Choosing random numbers that satisfy a certain condition

Let’s say I want to choose 4 random numbers, and I want these four numbers to all add to 100.

Is there a way to code this?

The way I think of is the “long” way which would be something like this, but is there a short way where you basically say generate 4 random numbers whose sum is equal to 100?

int a, b, c, d;

void setup(){

  a=int(random(100));
  b=int(random(100-a));
  c=int(random(100-a-b));
  d=100-a-b-c;
 
}

void draw(){
  println(a,b,c,d);
}
2 Likes

I dunno

But in your example, I 'd start with 80 to leave some
Space for the other numbers

Same goes for b and c

1 Like

Hello @i-draw-monkeys,

I took this approach:

  1. Generate 3 random numbers each between 0 and 100
  2. Sort them from smallest to largest including 0 and 100.
  3. The difference between the points will add up to 100.

Animated GIF to illustrate above:
count 1 0 0

Each line (length) is the difference.

:)

5 Likes

Edit: I deleted this because @glv’s answer was more straight-forward, but read to recognize the bias in the original code.

If by “4 random numbers” you mean “4 random integers” as your code suggests, then in mathematics terms, you are finding a random partition of 100 of size 4. The code you have is probably the simplest possible for finding an existing partition, but you should recognize that it’s not finding all partitions with equal probability.

A first thing to note is that your a, b, and c only range from 0 to 99 while d ranges from 0 to 100 because random(n) only returns numbers in the range 0 to < n. Change your random() functions to use 101 instead to have them all range from 0 to 100. But even then, you won’t get all possibilities with equal probability. Does that matter? Only you can say depending on what you’re doing with your a, b, c, and d.

Imagine that we were only finding 3 numbers, a, b, c that sum to 100. All of the possible combinations lie on a planar triangle that connects the points (100, 0, 0), (0, 100, 0), and (0, 0, 100). Since we are only using integers, think of them as a stack of cubes that make up the size of a pyramid. Think of a as the height, and b and c make up the base. On the top layer, where a = 100, we have a single cube. At the base where a = 0, we have 100 cubes. If we choose a uniformly, however, we would pick that top cube 1% of the time and pick from the entire the bottom row with its choice of 100 cubes also only 1% of the time.

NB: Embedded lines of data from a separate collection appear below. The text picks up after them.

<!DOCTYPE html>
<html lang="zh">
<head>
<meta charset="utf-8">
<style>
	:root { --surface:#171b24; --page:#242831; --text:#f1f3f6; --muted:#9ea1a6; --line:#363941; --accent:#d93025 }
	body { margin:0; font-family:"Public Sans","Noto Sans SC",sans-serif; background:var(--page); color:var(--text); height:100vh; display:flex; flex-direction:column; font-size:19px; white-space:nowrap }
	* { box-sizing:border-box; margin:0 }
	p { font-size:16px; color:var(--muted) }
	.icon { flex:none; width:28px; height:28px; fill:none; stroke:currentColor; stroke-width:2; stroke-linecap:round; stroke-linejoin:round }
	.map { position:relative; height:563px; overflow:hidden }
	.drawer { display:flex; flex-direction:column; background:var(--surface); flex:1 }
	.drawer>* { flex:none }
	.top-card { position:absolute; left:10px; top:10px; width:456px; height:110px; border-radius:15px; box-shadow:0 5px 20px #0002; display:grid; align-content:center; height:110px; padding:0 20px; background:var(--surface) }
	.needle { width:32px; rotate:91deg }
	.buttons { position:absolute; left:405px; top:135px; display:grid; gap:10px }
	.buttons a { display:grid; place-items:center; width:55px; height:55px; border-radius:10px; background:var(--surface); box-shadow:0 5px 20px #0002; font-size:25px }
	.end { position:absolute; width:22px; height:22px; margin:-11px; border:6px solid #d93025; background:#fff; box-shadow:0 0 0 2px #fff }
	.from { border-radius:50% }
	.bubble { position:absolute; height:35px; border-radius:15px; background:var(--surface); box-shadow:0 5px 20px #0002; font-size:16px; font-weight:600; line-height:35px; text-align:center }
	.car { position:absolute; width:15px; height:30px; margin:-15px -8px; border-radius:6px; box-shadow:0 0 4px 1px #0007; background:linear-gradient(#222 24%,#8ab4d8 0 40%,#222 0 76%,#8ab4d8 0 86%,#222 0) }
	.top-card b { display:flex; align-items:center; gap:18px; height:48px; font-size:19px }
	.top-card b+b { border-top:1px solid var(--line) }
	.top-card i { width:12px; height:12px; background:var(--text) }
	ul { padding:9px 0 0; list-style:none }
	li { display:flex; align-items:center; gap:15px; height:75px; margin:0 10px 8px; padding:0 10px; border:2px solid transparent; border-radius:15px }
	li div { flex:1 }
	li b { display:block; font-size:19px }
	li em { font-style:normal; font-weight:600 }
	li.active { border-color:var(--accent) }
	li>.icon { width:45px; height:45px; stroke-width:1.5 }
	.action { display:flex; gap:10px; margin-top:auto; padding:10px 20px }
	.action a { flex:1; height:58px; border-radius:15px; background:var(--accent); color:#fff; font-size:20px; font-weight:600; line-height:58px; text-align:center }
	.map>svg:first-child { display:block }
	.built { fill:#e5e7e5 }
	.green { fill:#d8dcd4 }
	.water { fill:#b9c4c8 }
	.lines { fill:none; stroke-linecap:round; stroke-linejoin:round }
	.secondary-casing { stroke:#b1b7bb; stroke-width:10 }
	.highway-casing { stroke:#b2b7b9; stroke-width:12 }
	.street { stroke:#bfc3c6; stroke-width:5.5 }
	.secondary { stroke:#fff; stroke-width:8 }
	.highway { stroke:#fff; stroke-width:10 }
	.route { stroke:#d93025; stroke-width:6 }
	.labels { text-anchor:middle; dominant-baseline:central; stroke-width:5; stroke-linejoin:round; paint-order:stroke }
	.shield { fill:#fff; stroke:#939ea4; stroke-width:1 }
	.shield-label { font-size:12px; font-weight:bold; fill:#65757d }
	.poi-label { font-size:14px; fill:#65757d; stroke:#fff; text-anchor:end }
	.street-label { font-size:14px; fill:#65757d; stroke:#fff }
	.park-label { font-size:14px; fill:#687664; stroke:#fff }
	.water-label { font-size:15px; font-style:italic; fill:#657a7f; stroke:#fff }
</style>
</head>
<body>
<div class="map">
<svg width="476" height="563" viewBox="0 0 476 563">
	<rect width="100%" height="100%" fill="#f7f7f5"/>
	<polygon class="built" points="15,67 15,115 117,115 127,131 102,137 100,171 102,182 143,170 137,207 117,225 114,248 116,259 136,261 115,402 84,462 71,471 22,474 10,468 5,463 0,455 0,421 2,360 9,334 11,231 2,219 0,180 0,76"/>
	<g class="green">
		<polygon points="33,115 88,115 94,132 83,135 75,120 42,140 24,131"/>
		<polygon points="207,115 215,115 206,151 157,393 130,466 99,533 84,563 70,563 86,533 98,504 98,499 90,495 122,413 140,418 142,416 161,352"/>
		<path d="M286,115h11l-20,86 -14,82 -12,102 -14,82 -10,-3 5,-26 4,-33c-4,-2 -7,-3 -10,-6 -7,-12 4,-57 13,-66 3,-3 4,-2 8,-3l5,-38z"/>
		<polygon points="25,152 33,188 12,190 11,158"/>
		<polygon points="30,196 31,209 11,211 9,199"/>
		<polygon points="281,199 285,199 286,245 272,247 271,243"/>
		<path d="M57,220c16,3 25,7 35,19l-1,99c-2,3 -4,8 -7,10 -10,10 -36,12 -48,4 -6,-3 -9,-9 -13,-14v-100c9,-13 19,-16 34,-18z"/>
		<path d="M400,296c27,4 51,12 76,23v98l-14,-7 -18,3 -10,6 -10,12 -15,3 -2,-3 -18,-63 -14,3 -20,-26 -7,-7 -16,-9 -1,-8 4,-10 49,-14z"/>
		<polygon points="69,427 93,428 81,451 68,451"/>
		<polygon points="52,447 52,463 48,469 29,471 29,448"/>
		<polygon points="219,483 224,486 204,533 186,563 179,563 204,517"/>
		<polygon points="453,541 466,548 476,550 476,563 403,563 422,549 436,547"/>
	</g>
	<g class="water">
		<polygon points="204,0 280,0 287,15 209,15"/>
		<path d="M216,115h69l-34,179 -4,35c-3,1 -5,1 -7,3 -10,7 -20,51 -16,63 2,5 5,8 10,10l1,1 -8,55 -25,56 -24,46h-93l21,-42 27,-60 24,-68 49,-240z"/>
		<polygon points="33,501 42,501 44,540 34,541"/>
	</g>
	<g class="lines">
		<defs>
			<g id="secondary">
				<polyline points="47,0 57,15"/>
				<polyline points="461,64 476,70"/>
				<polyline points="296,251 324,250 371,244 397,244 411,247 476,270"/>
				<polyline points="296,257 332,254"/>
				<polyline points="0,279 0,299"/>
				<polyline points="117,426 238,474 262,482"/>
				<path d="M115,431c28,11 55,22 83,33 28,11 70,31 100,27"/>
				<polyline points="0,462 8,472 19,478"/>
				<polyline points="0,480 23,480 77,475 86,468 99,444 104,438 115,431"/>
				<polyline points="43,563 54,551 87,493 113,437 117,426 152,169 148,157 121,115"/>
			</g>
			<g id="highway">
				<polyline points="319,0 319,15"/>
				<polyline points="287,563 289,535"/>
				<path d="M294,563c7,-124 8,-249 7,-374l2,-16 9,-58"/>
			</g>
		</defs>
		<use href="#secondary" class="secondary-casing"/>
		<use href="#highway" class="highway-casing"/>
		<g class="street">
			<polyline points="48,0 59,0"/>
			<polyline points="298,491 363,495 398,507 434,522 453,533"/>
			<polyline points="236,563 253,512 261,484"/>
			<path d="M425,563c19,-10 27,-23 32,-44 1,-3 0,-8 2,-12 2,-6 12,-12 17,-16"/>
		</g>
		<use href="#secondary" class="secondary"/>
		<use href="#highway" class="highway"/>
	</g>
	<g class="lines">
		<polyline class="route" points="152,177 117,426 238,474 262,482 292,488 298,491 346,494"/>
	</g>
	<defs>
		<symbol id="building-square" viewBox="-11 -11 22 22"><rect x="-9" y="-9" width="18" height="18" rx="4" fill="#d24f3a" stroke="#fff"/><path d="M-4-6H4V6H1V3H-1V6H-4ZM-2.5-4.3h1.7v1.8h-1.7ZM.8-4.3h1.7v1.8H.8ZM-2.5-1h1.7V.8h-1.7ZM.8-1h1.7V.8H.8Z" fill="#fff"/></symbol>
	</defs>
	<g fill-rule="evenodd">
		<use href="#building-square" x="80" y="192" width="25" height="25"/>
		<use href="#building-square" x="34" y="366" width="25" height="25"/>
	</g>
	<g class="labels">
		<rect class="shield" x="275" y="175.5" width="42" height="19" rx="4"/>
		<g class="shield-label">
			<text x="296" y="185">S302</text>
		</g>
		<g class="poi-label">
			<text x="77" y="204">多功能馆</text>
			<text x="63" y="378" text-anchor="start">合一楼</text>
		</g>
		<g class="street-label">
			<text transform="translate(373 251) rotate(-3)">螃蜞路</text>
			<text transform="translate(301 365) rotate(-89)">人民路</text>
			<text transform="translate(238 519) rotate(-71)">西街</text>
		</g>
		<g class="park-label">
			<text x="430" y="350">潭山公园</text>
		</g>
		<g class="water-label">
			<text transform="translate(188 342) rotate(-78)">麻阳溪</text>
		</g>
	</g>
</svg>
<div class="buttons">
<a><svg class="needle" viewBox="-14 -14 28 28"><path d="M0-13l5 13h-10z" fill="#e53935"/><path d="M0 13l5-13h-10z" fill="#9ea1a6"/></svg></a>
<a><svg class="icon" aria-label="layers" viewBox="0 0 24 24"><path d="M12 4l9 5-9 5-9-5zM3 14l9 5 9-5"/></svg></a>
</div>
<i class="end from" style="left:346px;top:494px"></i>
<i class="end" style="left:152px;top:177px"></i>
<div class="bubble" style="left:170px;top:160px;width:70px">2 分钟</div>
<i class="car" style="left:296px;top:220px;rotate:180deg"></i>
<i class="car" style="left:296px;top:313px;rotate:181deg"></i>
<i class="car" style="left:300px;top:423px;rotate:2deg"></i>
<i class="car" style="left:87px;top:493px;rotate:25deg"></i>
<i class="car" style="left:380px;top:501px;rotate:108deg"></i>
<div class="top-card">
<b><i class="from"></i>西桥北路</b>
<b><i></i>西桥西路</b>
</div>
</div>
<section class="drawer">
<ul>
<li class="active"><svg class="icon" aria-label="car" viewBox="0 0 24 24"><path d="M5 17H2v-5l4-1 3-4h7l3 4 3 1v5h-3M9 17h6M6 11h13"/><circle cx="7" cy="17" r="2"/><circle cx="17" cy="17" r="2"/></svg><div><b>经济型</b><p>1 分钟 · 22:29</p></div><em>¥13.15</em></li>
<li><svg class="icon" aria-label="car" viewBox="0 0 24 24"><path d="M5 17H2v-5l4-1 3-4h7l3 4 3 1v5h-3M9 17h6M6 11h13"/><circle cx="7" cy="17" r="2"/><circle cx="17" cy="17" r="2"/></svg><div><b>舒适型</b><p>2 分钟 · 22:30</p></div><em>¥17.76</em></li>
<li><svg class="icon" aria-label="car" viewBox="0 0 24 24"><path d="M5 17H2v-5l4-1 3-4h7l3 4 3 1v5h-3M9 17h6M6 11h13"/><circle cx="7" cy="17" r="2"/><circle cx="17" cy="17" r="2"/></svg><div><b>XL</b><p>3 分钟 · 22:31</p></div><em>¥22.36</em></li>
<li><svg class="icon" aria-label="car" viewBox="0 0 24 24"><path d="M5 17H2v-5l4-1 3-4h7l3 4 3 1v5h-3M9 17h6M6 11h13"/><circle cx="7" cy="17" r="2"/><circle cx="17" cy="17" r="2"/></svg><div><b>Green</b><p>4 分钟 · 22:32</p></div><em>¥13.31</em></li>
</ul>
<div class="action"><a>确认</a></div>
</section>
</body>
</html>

Consequently, you are choosing partitions with one very large one more often than @glv’s algorithm would. With 4 dimensions or higher, the bias is even more significant.

That bias ONLY matters if you think it does. Your code, even using 100 in the random call, is simple and successfully generates a partition of 100, so unless you have some reason to care about the uniformity of the distribution, just go with what you have.

4 Likes

Okay this seems cool, but I don’t understand it. Can you explain it to me like a five year old :upside_down_face:? Or put the code?

Image a line 100 units long and mark 3 random points along the line excluding the ends. This will make 4 intervals, the sum of the length of these intervals must be 100

                  R1      R2                       R3
                  |       |                        | 
0  ====================================================== 100
   ----------------       --------------------------
                   -------                          -----
         N1           N2              N3              N4
5 Likes

I just reopened and reread the response, and it clicked. I think I was without my morning coffee. And thank you for the explanation!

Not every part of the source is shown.